Слуху милые названья,
Зренью милые места!
Светлой цепью обаянья
К нам прикована мечта.
Вот Ливадия, Массандра!
Благозвучные слова!
С древних берегов Меандра
Их навеяла молва.
Гаспра тихая! Красиво
Расцветающий Мисхор!
Орианда, горделиво
Поражающая взор!
Живописного узора
Светлый, свежий лоскуток –
Кореиз, звездой с Босфора
Озаренный уголок!
Солнце, тень, благоуханье,
Гор Таврических краса,
В немерцающем сиянье
Голубые небеса!
Моря блеск и тишь, и трепет!
И средь тьмы и тишины
Вдоль прибрежья плач и лепет
Ночью плещущей волны!
Поэтической Эллады
Отголоски и залог
Мира, отдыха, услады,
Пристань, чуждая тревог!
Здесь, не знаяся с ненастьем,
Жизнь так чудно хороша,
Здесь целебным, чистым счастьем
Упивается душа.
С нашим чувством здесь созвучней
Гор, долин, лесов привет,
Нам их таинства сподручней,
Словно таинства в них нет.
Здесь нам родственным наречьем
Говорит и моря шум;
С детским здесь простосердечьем
Умиляется наш ум.
И с природою согласно
Свежесть в мыслях и мечтах,
Здесь и на сердце так ясно,
Как в прозрачных небесах.

1867


Герцык-Жуковская Аделаида Казимировна (1974-1925 гг.)

«Неотразимая» по определению Марины Цветаевой поэтесса Серебряного века Аделаида Герцык, к сожалению, пока не очень хорошо известна российскому читателю. Между тем, М.Волошин, В.Иванов, С.Парнок, Л.Шестов, Н.Бердяев, С.Булгаков и многие другие литераторы и философы того времени очень высоко ценили поэтическое дарование и «внутренний свет» А.Герцык.

Вторая половина жизни поэтессы прошла в Судаке, на море, где ее дом стал не только ярким культурным центром, привлекающим самых ярких творческих личностей того времени, но и приютом для всех, кого разметали по свету суровые ветра Гражданской войны.
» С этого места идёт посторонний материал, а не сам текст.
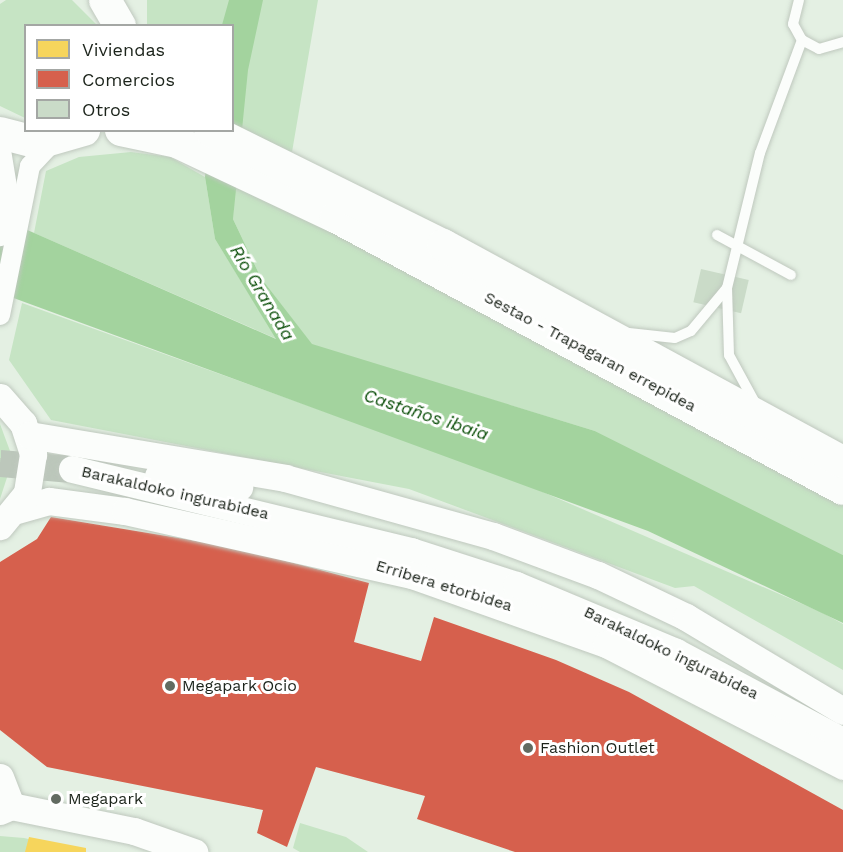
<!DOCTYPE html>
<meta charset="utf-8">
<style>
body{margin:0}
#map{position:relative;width:843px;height:852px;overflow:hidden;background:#e4f0e3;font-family:"Work Sans",sans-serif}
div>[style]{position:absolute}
.green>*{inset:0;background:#c6e4c4}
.water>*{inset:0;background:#a3d39e}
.homes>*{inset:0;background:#f6d55c}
.shops>*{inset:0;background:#d6604d}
.building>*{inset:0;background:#cadbc8;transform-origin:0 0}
.secondary-tunnel>*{height:27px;margin-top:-13.5px;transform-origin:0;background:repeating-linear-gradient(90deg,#bcc7bb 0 27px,transparent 0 41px)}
.roads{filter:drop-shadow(0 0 2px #bfc8be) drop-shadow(0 0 2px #bfc8be)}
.lane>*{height:10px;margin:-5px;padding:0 5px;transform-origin:5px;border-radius:5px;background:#fbfdfb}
.street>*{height:20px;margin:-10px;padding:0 10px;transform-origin:10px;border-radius:10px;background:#fbfdfb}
.secondary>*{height:27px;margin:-13.5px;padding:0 13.5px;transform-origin:13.5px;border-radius:13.5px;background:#fbfdfb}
.primary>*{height:32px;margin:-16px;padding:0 16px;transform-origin:16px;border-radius:16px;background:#fbfdfb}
.dots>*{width:16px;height:16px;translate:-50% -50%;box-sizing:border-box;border:3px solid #fff;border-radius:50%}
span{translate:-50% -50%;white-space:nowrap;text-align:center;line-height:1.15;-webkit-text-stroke:6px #fff;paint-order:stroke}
.street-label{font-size:16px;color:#1c241b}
.poi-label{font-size:16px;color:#1c241b}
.left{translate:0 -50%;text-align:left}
.water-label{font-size:18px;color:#074c05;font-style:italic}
.legend{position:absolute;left:24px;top:24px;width:210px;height:108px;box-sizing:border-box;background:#fff;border:2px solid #a4a7a4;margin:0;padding:8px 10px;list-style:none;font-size:18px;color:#1c241b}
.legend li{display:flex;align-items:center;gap:12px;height:30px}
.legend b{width:30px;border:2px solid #a4a7a4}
</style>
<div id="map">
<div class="green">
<div style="clip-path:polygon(6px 0,72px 0,97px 25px,26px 26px,25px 118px,0 106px,0 4px)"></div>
<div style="clip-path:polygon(147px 0,318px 0,292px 152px,233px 127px,232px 26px,147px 26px)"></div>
<div style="clip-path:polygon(131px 152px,170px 157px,205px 177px,215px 239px,277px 339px,34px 233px,46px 171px,79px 157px)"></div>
<div style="clip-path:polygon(234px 184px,442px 282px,843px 503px,843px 555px,595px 431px,312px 345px,261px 278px,233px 219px)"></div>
<div style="clip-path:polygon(22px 303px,515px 480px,821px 612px,843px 624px,843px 670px,694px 586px,675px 588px,409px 489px,51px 420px,9px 360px)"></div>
<div style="clip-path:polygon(0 424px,13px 459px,0 499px)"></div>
<div style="clip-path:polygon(300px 823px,346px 837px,368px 852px,300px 852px,293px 848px)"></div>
<div style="clip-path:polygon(0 836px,24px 838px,85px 852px,0 852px)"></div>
</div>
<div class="water">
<div style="clip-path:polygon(229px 0,263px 0,248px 70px,233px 219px,261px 278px,312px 344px,595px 431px,843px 555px,843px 623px,648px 531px,0 293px,0 218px,276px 339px,215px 239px,205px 177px,209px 131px,232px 130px,232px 26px,222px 25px)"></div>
</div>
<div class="homes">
<div style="clip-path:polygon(29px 837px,86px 848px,86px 852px,25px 852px)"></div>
</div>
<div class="shops">
<div style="clip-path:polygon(51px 517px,233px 547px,369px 583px,354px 642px,421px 661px,434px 617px,556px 660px,629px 692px,843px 810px,843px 852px,515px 852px,417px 819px,425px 796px,316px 767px,287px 847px,257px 833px,263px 810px,47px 767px,0 730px,0 562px,37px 539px)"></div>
</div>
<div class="building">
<div style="left:701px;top:269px;width:49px;height:34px;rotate:13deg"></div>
</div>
<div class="secondary-tunnel">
<div style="left:0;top:463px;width:72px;rotate:4.8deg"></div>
</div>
<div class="roads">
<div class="lane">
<div style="left:799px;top:0;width:25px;rotate:104deg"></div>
<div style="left:793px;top:24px;width:18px;rotate:61deg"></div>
<div style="left:802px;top:40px;width:19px;rotate:28deg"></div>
<div style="left:819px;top:49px;width:25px;rotate:-16deg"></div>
<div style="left:717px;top:235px;width:84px;rotate:28.4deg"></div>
<div style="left:629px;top:333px;width:46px;rotate:6.2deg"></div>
<div style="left:675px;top:338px;width:17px;rotate:-24deg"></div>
<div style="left:691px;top:331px;width:56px;rotate:-50.1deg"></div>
<div style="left:754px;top:401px;width:52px;rotate:-118.5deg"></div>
<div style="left:729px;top:355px;width:67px;rotate:-91.7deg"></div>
<div style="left:727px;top:288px;width:139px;rotate:-76.3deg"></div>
<div style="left:760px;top:153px;width:121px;rotate:-69.6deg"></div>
</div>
<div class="street">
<div style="left:0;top:144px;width:50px;rotate:80.7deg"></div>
<div style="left:8px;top:193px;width:44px;rotate:100.5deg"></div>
<div style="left:0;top:315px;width:152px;rotate:-78.6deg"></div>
<div style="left:30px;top:166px;width:33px;rotate:-47deg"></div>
</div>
<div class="secondary">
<div style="left:0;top:397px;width:35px;rotate:49deg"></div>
<div style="left:23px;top:423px;width:33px;rotate:72deg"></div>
<div style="left:33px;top:454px;width:39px;rotate:99deg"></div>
<div style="left:27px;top:493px;width:43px;rotate:129.3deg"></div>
<div style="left:29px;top:435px;width:260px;rotate:9.5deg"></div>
<div style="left:285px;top:478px;width:216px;rotate:15.6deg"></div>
<div style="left:493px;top:536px;width:112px;rotate:20.4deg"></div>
<div style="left:598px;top:575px;width:98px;rotate:25.5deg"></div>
<div style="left:686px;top:617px;width:183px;rotate:30.9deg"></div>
<div style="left:72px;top:469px;width:349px;rotate:13.6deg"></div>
<div style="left:411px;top:551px;width:110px;rotate:17.9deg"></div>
<div style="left:516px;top:585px;width:173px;rotate:22.7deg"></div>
<div style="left:676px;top:652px;width:189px;rotate:28.1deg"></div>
<div style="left:158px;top:476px;width:82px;rotate:7.7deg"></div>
<div style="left:17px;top:510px;width:33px;rotate:-16deg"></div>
<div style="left:49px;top:501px;width:77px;rotate:7.5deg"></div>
<div style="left:125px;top:511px;width:294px;rotate:12.6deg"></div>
<div style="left:412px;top:575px;width:206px;rotate:19.6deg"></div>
<div style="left:606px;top:644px;width:267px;rotate:27.2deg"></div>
<div style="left:0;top:777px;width:31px;rotate:69deg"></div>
<div style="left:0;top:811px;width:12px;rotate:-24deg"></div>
<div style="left:11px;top:806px;width:126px;rotate:11.5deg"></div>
<div style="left:134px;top:831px;width:64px;rotate:19.3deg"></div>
</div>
<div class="primary">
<div style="left:105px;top:0;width:30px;rotate:60deg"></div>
<div style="left:121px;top:130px;width:57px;rotate:12.1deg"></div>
<div style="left:177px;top:142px;width:176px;rotate:25.3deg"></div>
<div style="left:336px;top:217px;width:575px;rotate:28.21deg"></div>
<div style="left:210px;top:130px;width:260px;rotate:26.3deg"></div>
<div style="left:443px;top:245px;width:455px;rotate:28.5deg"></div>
<div style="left:0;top:133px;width:40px;rotate:14.4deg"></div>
<div style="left:39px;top:143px;width:47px;rotate:-16.1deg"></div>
</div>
</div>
<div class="dots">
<div style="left:170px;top:686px;background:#626b61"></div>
<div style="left:528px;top:748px;background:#626b61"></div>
<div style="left:56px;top:799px;background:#626b61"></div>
</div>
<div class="street-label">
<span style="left:590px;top:352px;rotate:28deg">Sestao - Trapagaran errepidea</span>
<span style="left:175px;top:493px;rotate:13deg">Barakaldoko ingurabidea</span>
<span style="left:444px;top:586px;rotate:17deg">Erribera etorbidea</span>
<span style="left:671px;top:653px;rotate:26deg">Barakaldoko ingurabidea</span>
</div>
<div class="poi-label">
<span class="left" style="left:182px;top:686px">Megapark Ocio</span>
<span class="left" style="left:540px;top:748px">Fashion Outlet</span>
<span class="left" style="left:68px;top:799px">Megapark</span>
</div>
<div class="water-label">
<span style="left:262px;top:293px;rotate:59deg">Río Granada</span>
<span style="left:426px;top:415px;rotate:18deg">Castaños ibaia</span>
</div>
<ul class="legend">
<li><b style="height:16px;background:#f6d55c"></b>Viviendas</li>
<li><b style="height:16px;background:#d6604d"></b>Comercios</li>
<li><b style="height:16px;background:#cadbc8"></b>Otros</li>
</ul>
</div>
Не пощадило время и поэтессу: в Крыму она была арестована, многие ее стихи написаны в тюремной камере. Но и в них оживают неповторимые крымские пейзажи, плещутся о берег пенистые морские волны.

В поэзии Герцык глубокий символизм переплетается с щемящей интимностью восприятия. Море для Аделаиды – прообраз непостижимой глубины бытия и одновременно – источник восхищения и радости.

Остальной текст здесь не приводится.